Sem pensar, Lauren se levantou e pediu licença ao professor com a desculpa de que não estava se sentindo bem. Ela saiu da classe antes mesmo que pudesse ter uma resposta. Correu em direção ao lado externo da escola, vasculhando entre as raízes das árvores à procura dos pontos coloridos. Estava tão concentrada que quase caiu de susto quando uma mão segurou seu ombro com firmeza.

— Posso entender que as aulas do senhor Clark sejam mesmo entediantes, mas daí a preferir ficar aqui fora procurando esquilos já é demais, Lauren.

— Como... você...? – Somente quando se levantou e encarou o amigo é que conseguiu formular uma frase inteira: – Afinal de contas, o que está fazendo aqui, Gabriel?

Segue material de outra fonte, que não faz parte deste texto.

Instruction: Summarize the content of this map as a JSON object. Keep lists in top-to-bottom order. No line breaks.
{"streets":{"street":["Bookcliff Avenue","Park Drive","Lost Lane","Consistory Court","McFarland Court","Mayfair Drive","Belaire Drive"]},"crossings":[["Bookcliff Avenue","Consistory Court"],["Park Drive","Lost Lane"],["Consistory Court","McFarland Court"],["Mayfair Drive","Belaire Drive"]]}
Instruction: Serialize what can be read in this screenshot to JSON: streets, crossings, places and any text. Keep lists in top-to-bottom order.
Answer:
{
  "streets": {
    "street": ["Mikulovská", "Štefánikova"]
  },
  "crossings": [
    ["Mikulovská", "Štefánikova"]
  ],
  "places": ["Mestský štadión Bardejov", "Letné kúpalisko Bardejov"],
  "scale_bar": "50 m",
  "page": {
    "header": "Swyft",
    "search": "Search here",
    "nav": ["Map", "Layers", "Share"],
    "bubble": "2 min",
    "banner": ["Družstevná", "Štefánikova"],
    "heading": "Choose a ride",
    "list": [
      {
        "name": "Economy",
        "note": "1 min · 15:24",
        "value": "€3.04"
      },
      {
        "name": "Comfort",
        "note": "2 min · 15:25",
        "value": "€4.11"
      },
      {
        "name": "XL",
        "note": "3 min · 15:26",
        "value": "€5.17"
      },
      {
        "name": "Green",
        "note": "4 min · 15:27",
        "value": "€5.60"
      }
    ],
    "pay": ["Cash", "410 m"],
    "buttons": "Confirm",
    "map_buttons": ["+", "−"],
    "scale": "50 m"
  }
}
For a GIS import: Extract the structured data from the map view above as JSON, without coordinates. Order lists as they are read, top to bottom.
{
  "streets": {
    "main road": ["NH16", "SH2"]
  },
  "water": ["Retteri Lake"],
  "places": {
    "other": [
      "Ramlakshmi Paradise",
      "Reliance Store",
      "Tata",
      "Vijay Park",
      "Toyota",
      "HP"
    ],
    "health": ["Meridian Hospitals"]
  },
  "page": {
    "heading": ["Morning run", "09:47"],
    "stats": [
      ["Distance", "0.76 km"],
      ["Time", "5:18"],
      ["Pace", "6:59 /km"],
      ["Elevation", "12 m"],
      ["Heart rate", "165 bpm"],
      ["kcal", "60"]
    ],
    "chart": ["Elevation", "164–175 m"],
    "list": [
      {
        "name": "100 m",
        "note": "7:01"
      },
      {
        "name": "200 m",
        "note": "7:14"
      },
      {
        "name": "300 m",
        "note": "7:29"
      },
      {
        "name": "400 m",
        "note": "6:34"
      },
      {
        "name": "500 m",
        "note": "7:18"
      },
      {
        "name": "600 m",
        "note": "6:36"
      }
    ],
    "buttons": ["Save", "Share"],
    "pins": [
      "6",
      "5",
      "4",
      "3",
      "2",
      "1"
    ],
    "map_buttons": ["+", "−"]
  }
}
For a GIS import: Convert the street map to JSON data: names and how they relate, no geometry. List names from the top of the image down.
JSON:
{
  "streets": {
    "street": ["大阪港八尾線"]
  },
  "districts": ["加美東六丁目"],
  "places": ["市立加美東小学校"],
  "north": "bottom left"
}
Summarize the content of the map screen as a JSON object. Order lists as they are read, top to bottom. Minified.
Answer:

O rapaz demorou alguns segundos para entender a pergunta. Para ele, estar onde Lauren estava era o natural. Passavam tanto tempo juntos, estavam tão conectados, que a pergunta, parecia incabível.

— Ora, vi você passando, aliás, correndo pelo corredor, pedi para ir ao banheiro e aqui estou. E, como imaginava, aí está você... Hum... andou vendo aquelas coisas novamente? – perguntou em um tom de voz mais baixo, sabendo o quanto aquele assunto desagradava a amiga.

— Não sei, Gabriel, não sei de mais nada, na verdade. – Ela o fitou nos olhos esperando que o amigo conseguisse sentir toda a intensidade de suas palavras. – Tem ideia do que é viver assim? Achando que está sendo seguida o tempo todo, despertando de pesadelos no meio da noite e tendo a sensação de que são reais, que não acabarão quando acender a luz do quarto?